Central Appalachian Coal Production is Way Down

In wake of “soft market, high costs” Patriot Coal will be closing the gigantic Samples MTR mine in Boone County

New production numbers from the Energy Information Administration, coupled with the news that Patriot Coal will be ceasing operations at one of West Virginia’s largest mountaintop removal mines paints a bleak economic picture for Central Appalachian coal.

For the Appalachian region as a whole, production is down 7.1% from this point in 2008. However, as you can see on the chart below, the decline in production is much starker in Central Appalachia. In eastern Kentucky, for example, production for January-June is down 8.6% from 2008. In southern West Virginia, production is down 10.9% from the same time last year.

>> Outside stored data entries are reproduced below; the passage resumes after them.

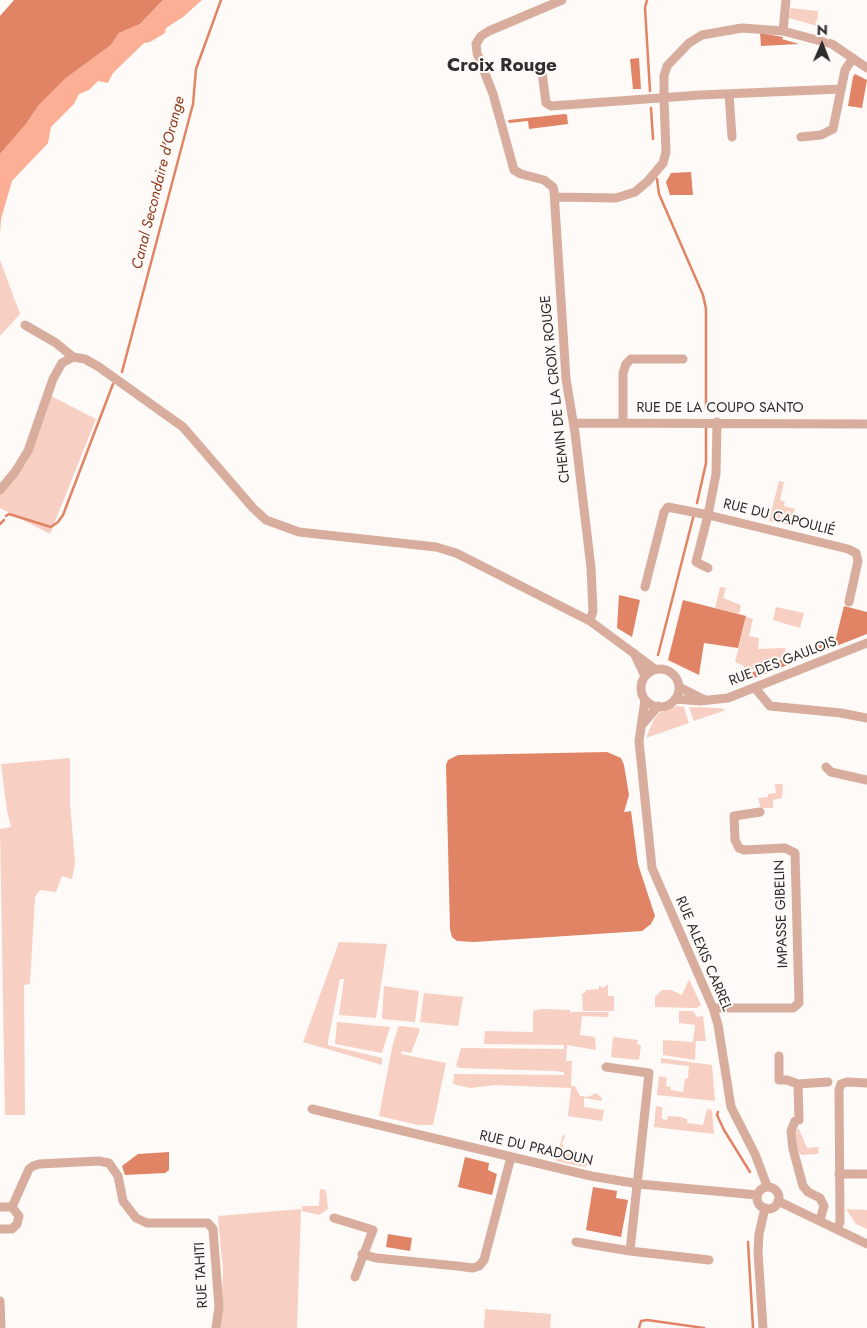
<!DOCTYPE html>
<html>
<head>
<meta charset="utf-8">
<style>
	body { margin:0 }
	#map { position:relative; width:867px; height:1328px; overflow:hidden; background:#fefaf8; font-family:Jost,sans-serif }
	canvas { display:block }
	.north { position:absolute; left:797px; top:20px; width:50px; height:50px; -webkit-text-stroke:4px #fefaf8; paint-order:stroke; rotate:1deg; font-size:14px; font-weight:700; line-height:20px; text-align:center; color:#2d2c2b }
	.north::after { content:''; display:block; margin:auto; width:18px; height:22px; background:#2d2c2b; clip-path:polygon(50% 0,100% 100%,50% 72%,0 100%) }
</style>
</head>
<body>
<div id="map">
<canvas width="867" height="1328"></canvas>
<div class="north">N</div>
</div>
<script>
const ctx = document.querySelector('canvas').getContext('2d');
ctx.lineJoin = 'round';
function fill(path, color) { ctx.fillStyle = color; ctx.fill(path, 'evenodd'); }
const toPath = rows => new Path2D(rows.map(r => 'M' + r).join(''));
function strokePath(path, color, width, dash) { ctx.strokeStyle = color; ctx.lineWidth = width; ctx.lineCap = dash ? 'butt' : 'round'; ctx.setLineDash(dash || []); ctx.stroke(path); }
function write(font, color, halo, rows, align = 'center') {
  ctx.font = font + ' Jost,sans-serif'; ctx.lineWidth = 4; ctx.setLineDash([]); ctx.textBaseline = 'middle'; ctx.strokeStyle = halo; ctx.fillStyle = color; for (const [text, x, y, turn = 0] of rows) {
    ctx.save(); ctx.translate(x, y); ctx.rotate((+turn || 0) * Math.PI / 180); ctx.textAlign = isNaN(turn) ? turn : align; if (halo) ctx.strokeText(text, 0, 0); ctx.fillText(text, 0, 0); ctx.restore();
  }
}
fill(toPath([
	[790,8,818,11,817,26,789,18],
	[0,260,20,314,0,336],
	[51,396,96,419,50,534,0,508,0,494,27,462],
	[779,481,784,482,780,500,785,502,784,506,795,509,790,525,769,521],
	[720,587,726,588,723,598,741,605,739,614,715,608],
	[776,607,804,613,800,628,773,620],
	[746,617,753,619,749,636,759,638,758,649,785,648,786,656,743,673,744,666,735,662],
	[677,706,684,707,689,723,646,738,654,719,659,713],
	[689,707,719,708,726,710,694,721],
	[70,758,70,803,75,863,72,879,62,876,56,892,40,890,35,897,30,984,24,985,25,1115,5,1115,0,829,11,827,7,811,1,764],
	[775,784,783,784,782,798,773,800,773,808,761,808,758,798,768,797,768,794,776,793],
	[339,942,387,944,376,1018,339,1015,344,979,340,979,328,1041,328,1045,382,1058,382,1065,303,1042],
	[689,979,701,1005,697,1008,655,1007,655,997,662,990,671,990,682,995],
	[608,984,608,996,614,996,614,1011,583,1011,582,994,586,992,585,990,599,989,599,985,603,988],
	[384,986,419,991,415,1022,382,1019],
	[424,993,463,997,458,1026,420,1022],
	[541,1009,570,1010,571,1015,571,1012,609,1012,608,1017,582,1016,580,1035,595,1037,596,1050,567,1045,566,1061,572,1061,571,1086,575,1086,580,1096,588,1097,596,1093,602,1098,601,1101,584,1098,584,1107,604,1110,602,1121,568,1116,571,1088,495,1085,470,1088,453,1084,454,1074,564,1075,564,1072,555,1071,459,1068,456,1066,461,1048,564,1049,564,1045,484,1044,485,1031,533,1032,533,1011],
	[679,1011,693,1011,697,1017,703,1016,706,1041,696,1041,695,1060,663,1055,663,1040,693,1042,695,1025,679,1023],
	[337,1022,390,1027,382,1053,335,1044],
	[400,1026,418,1028,420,1030,411,1053,402,1051,401,1054,446,1063,433,1125,418,1125,379,1116,392,1048,398,1027],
	[613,1037,638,1040,637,1043,641,1046,639,1060,611,1057],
	[661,1058,712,1065,715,1101,657,1095,659,1076,667,1078,666,1086,671,1087,671,1090,683,1092,685,1079,688,1078,689,1066,661,1063],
	[656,1106,662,1107,662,1119,667,1120,668,1116,681,1117,687,1119,687,1123,703,1125,707,1109,712,1110,714,1134,654,1127],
	[799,1129,807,1148,819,1147,818,1154,802,1155,799,1153,797,1148,796,1130],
	[563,1134,565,1137,562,1143,566,1154,572,1153,574,1158,590,1158,591,1163,584,1167,556,1161],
	[320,1189,326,1190,328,1209,319,1215,302,1211,302,1206,319,1206],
	[301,1209,297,1328,220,1328,223,1272,218,1216],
	[846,1209,867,1210,867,1229,856,1224],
	[485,1309,551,1314,550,1328,484,1328]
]), '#f8d0c3');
fill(toPath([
	[163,0,202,0,183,17,166,28,165,33,150,42,144,43,113,73,108,83,98,81,89,90,79,94,74,104,51,127,48,143,12,181,1,219,0,234,0,154,26,124,38,106,66,78,111,45,119,33,140,24]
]), '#fcaf95');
fill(toPath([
	[14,0,163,0,140,24,119,33,111,45,66,78,38,106,26,124,0,154,0,16],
	[760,33,783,37,782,39,799,44,761,46],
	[639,58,641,89,633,89,630,59],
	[855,74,867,80,862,108,848,106,853,77],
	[565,114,567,115,568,124,529,129,528,121,509,123,508,120],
	[691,172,693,195,670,195,666,182,671,173],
	[619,595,640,600,632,637,617,628],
	[683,600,746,616,738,648,704,643,699,675,668,660],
	[844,606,867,612,867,634,806,658,804,652,836,638],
	[790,656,793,663,741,683,739,678],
	[607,752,621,758,624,765,629,795,624,812,631,811,638,864,655,916,651,924,642,931,474,942,457,941,452,937,450,929,446,765,448,760,458,755],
	[169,1152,169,1170,165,1173,125,1175,122,1166,138,1154],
	[465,1157,489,1163,488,1170,497,1174,492,1195,458,1187],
	[593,1187,617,1191,616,1198,628,1200,621,1237,586,1230],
	[388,1234,412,1238,410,1251,386,1247]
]), '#e08465');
strokePath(toPath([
	[647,0,645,8,650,91],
	[651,108,653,139],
	[657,179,659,194,703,295,706,309,706,408],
	[122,372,193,104,196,69,221,0],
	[697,503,706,463,706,428],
	[6,516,9,514,51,527,58,522,63,515,113,384],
	[0,524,4,520],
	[658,655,694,514],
	[718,1112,717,1115,724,1130,750,1172],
	[748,1242,753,1328],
	[639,1328,641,1321,647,1320,704,1328]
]), '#e08465', 2.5);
strokePath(toPath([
	[562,0,489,31,481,36,476,44,477,53,493,94,514,170,521,174,544,180,553,187,554,191,566,379,575,433,591,568,593,611,590,621],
	[783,31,786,0],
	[542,72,546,103,551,106,700,95,841,89],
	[729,94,732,137],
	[801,137,821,135,833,129,845,70,853,58],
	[555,197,616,198,635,192,648,181,663,163,666,152,664,99,664,76,667,66,689,43,702,35,742,28,783,31,832,44,867,68],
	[25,325,56,343,73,357,85,359,99,367,183,427,253,508,266,520,299,532,436,547,456,553,590,621,655,669],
	[717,422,716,474,708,515,848,549,856,553,858,561,849,602],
	[574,423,867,424],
	[623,423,623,373,626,364,631,359,683,359],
	[0,490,15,472,28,451,53,379,62,363,73,357],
	[645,587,664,512,668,507,708,515,696,562,708,568],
	[634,653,645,676],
	'641 688a19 19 0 1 1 38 0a19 19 0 1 1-38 0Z',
	[679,687,705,700],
	[755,688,770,706,841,713,867,718],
	[675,699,700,701,728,698,867,643],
	[645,700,639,741,652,868,713,1008,718,1025,731,1107,755,1154,767,1186],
	[641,726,658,706],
	[826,767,831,772,867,780],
	[713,1008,793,1008,799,1003,795,853,785,848,744,850,739,848,735,840,734,816,760,812],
	[779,1056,779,1080,787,1080,798,1084,799,1120,795,1121,791,1131,793,1149,803,1186,808,1192,820,1198,824,1206,820,1220],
	[606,1067,649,1073,630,1251,709,1260],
	[798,1084,828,1082],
	[312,1109,591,1176,639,1184,757,1195],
	[839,1174,867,1174],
	'757 1198a11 11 0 1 1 22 0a11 11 0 1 1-22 0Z',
	[778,1201,867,1244],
	[0,1207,12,1207,19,1216,17,1224,12,1229,0,1229],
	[12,1207,29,1169,33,1166,39,1164,99,1161,109,1163,118,1176,123,1201,136,1218,147,1223,208,1223,213,1229,219,1307,216,1328],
	[334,1218,373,1230,355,1277],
	[837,1229,840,1222,839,1090,841,1084,847,1082,867,1083],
	[576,1242,630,1251],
	[362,1254,376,1258,457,1266,473,1268,479,1266,484,1260,511,1157],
	[0,1301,1,1328],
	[763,1328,758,1252,759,1234,765,1208]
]), '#d8ad9e', 9);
write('14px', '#2d2c2b', '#fefaf8', [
	["CHEMIN DE LA CROIX ROUGE",556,389,-96],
	["RUE DE LA COUPO SANTO",720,409],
	["RUE DU CAPOULIÉ",779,518,14],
	["RUE DES GAULOIS",783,662,-21],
	["IMPASSE GIBELIN",782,914,-92],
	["RUE ALEXIS CARREL",703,954,67],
	["RUE DU PRADOUN",536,1149,13],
	["RUE TAHITI",202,1275,-93]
]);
write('italic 15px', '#8e3b1d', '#fefaf8', [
	["Canal Secondaire d'Orange",159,183,-76]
]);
write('bold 19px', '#332f2e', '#fefaf8', [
	["Croix Rouge",502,66]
]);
</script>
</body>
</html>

Its important to note that monthly data is just a snapshot, and not as useful at looking at all the production data as a whole. Nevertheless, its startling that Central Appalachian production in May 2009 is down 21.5% from May 2008.

With a continued reliance on a declining resource, we are going to see a lot more mine closings like the one that was announced at the Samples Mine in Boone County. In a statement,Patriot CEO Richard Whiting explains:

“As we continue to balance our production levels with the soft thermal coal demand, our strategy is to concentrate production at lower-cost mining complexes. By ceasing operations at this higher-cost surface mine, Patriot will keep valuable permitted reserves in the ground until the market yields more favorable pricing and margins.

We appreciate the contributions of the employees at the Samples mine over the years and regret that these challenging markets have required us to take this action.

You can read more about Kayford Mountain on, and if you’ve never visited, here’s an interactive panorama from one vantage point on the mountain.

Kayford in 1985

Kayford now

Our best wishes are truly with the families of the 314 employees of the Samples mine in Boone County. Although we don’t agree with mountaintop removal, it is never ideal when someone loses their job, and we hope that elected officials invest in new economic opportunities in Appalachia such as energy efficiency and clean energy.